As Chet Tchozewski points out in his article ‘Getting to Maybe’ in the March issue of Alliance, the real impact of a small grant may not always be immediately visible. It takes time for life-changing, systemic transformation to be realized. His article also reminds us that, by their very nature, small grants provide an opportunity to build more resilient social movements that can have far-reaching and sustainable impact. But we should not forget the huge impact that small grants have on the lives of individuals.
In ten years of making small grants to improve the lives of children affected by HIV/AIDS and poverty, Firelight has learned some valuable lessons about ‘getting to maybe’, and we have developed a theory of change that is helping us to understand that pathway, to both systemic and individual impact.
Guided by a strong belief in the power of communities to solve their own problems, Firelight gives small grants to emerging community-initiated and -led organizations. Typically started by an individual or group of individuals with ‘fire in their bellies’, these grassroots organizations mobilize community action to drive social change.
Building on indigenous systems of care and support, they mobilize and facilitate community efforts to care for sick and vulnerable children and families. But it doesn’t end there. Grassroots organizations empower community members, help ensure the sustainability of local efforts, and harness the collective power of communities to change social norms, affect policies and strengthen systems to protect children’s rights through advocacy.
When you imagine that thousands of small community-based organizations – as many as 50,000 in South Africa alone – are engaged in this process of social transformation, you realize that big changes are happening for children all over Africa.
Respecting local leadership and community ownership is fundamental. Funding in amounts that match the absorptive capacity and needs of local organizations ensures that we do not undermine community efforts.
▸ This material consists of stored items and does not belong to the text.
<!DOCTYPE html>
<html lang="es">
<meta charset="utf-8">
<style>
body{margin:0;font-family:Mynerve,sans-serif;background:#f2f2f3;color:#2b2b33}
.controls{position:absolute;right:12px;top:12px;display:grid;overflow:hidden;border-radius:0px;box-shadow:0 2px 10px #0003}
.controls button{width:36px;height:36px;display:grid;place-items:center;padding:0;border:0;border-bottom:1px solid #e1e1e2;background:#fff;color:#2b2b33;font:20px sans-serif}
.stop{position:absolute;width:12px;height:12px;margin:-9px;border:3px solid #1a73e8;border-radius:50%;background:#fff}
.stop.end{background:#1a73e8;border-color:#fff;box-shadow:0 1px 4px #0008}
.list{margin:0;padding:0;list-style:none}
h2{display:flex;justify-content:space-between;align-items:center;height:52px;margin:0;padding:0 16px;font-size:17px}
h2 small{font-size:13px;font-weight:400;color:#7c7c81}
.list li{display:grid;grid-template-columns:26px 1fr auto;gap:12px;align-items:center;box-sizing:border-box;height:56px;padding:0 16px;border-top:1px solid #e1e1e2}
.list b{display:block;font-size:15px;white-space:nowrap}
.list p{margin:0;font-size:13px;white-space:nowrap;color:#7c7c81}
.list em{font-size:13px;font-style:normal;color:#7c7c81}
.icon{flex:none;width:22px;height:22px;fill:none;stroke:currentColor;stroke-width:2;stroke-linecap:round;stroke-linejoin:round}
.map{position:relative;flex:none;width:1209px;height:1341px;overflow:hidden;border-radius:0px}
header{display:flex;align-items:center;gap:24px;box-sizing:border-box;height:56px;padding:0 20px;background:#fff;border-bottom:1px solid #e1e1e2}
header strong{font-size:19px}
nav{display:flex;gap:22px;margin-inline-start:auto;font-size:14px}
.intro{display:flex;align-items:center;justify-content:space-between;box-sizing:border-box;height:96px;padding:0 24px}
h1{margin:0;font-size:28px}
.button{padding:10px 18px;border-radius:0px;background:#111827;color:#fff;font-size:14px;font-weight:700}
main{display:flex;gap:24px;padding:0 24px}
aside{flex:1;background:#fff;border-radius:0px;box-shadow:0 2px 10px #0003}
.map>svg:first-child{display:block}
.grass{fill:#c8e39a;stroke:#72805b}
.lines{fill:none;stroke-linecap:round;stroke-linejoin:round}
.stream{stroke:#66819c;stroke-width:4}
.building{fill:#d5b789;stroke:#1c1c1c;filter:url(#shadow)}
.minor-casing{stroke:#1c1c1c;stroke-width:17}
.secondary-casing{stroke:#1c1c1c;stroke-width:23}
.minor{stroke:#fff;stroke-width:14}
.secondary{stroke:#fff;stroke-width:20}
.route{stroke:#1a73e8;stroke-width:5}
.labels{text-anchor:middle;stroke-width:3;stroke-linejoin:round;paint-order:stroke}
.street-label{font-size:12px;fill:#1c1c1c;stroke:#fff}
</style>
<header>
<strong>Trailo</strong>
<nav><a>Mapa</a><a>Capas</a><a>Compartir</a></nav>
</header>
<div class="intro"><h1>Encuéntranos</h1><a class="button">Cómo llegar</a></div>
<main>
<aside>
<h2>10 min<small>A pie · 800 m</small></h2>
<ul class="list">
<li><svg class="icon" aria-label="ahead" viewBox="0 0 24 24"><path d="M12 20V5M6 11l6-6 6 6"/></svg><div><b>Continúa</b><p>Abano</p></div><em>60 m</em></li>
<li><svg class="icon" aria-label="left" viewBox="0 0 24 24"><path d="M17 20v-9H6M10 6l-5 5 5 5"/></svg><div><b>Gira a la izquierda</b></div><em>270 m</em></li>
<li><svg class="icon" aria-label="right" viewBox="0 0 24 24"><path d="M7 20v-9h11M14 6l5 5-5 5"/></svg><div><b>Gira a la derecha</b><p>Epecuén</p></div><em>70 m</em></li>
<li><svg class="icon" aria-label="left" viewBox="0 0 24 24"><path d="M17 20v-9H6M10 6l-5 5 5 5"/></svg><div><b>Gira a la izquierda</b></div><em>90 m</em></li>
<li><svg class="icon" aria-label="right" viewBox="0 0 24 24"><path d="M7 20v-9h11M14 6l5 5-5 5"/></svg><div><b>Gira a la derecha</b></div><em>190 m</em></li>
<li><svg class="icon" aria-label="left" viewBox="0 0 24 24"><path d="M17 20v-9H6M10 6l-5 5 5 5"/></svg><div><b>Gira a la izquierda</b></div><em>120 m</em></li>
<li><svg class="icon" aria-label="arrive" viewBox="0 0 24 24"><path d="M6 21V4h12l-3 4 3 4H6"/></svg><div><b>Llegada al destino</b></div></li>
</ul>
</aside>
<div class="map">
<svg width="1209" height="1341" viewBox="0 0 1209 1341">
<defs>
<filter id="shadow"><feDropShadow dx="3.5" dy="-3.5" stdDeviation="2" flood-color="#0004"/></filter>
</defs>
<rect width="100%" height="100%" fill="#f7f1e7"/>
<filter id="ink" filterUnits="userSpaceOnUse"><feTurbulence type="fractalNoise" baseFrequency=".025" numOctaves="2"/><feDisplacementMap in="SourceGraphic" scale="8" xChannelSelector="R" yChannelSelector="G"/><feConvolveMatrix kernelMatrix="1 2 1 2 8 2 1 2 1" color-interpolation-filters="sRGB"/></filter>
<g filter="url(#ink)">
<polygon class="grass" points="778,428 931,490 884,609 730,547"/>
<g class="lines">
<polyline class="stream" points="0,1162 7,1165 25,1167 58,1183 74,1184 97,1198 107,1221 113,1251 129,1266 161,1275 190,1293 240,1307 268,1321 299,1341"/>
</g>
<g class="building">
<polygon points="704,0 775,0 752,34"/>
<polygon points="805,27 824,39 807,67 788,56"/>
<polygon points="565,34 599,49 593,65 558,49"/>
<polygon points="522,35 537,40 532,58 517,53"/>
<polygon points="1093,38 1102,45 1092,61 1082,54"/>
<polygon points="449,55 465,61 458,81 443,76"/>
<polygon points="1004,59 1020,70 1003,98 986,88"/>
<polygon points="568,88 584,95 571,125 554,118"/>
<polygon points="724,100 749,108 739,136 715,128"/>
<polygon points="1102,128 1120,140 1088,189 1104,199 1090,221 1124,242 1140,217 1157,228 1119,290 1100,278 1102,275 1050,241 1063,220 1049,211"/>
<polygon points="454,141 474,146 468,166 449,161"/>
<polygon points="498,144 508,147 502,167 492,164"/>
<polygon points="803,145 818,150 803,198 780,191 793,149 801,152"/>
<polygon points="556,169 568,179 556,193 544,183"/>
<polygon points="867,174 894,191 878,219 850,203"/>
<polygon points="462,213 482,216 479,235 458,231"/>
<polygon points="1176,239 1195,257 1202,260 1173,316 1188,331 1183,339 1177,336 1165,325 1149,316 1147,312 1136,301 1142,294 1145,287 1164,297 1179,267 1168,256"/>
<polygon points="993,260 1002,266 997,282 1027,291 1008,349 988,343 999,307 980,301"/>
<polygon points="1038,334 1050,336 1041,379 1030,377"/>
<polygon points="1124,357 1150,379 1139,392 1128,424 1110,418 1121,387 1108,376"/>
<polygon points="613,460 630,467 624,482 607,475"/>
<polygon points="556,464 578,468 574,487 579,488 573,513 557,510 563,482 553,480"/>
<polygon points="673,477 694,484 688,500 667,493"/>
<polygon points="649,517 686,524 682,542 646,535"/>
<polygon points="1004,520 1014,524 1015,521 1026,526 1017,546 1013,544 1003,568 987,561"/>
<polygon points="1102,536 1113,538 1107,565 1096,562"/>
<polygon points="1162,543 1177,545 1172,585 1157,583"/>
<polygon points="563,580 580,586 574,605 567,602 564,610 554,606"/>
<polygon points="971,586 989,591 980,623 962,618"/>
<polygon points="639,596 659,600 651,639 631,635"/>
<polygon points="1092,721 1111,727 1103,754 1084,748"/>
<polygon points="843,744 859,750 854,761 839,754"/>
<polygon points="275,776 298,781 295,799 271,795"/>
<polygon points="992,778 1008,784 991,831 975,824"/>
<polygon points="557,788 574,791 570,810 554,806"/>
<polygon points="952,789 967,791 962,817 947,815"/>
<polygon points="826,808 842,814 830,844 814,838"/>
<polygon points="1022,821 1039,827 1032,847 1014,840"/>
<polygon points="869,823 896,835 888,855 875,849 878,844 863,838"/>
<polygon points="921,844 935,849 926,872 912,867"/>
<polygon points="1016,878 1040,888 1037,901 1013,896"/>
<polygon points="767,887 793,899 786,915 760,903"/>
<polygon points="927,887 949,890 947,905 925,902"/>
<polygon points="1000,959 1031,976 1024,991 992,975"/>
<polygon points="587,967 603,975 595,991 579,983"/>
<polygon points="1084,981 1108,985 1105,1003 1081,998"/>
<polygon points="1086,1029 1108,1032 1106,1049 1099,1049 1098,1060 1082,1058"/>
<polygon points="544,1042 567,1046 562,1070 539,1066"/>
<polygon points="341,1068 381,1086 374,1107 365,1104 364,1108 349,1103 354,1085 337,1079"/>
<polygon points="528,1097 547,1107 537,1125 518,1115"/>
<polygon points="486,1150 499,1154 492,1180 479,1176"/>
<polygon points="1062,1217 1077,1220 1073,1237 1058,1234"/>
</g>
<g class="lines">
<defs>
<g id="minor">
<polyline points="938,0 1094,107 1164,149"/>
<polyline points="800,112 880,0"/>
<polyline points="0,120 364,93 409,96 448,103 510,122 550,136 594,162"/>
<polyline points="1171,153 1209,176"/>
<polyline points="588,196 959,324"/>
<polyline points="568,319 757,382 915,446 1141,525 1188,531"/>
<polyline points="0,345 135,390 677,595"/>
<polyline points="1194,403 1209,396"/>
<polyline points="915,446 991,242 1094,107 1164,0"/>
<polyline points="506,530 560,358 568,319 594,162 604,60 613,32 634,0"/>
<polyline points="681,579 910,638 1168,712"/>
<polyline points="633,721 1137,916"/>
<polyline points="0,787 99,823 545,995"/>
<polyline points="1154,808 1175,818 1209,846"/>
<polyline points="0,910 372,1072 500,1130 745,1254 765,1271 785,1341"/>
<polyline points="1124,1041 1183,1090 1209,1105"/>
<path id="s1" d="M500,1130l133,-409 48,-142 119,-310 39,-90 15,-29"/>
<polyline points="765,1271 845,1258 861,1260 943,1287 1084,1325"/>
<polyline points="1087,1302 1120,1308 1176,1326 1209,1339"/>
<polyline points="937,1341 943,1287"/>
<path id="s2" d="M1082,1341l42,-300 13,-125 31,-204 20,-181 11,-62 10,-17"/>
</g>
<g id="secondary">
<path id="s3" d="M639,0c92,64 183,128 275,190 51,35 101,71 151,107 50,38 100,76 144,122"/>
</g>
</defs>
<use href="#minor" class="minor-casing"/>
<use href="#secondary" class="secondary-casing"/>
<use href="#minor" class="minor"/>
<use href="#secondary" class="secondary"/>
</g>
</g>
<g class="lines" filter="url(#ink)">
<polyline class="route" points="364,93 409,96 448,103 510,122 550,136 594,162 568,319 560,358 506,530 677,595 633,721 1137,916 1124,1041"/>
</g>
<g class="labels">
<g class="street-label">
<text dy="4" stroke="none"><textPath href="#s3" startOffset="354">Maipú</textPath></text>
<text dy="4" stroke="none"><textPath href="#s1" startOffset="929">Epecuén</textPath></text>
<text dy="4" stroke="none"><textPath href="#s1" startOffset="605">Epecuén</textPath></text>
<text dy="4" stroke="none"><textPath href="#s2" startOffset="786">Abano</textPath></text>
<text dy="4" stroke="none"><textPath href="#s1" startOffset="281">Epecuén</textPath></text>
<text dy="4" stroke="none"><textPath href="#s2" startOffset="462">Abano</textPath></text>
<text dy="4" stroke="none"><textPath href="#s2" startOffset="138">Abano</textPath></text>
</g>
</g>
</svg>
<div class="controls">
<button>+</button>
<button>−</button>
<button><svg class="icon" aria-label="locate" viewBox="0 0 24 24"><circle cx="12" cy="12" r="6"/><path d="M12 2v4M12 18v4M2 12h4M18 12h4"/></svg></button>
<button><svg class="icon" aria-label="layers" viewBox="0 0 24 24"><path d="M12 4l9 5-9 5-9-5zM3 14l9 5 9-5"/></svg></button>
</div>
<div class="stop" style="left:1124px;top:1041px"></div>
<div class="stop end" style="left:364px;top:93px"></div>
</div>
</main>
Facilitating new linkages, providing support that covers overhead costs, and investing in the capacity of grassroots organizations helps them grow into strong, sustainable organizations. Long-term partnership provides the stability necessary for an organization to take a long-term view.
Ultimately, all of this allows grassroots groups to take advantage of opportunities to affect larger systems even as they change thousands of children’s lives, one child at a time.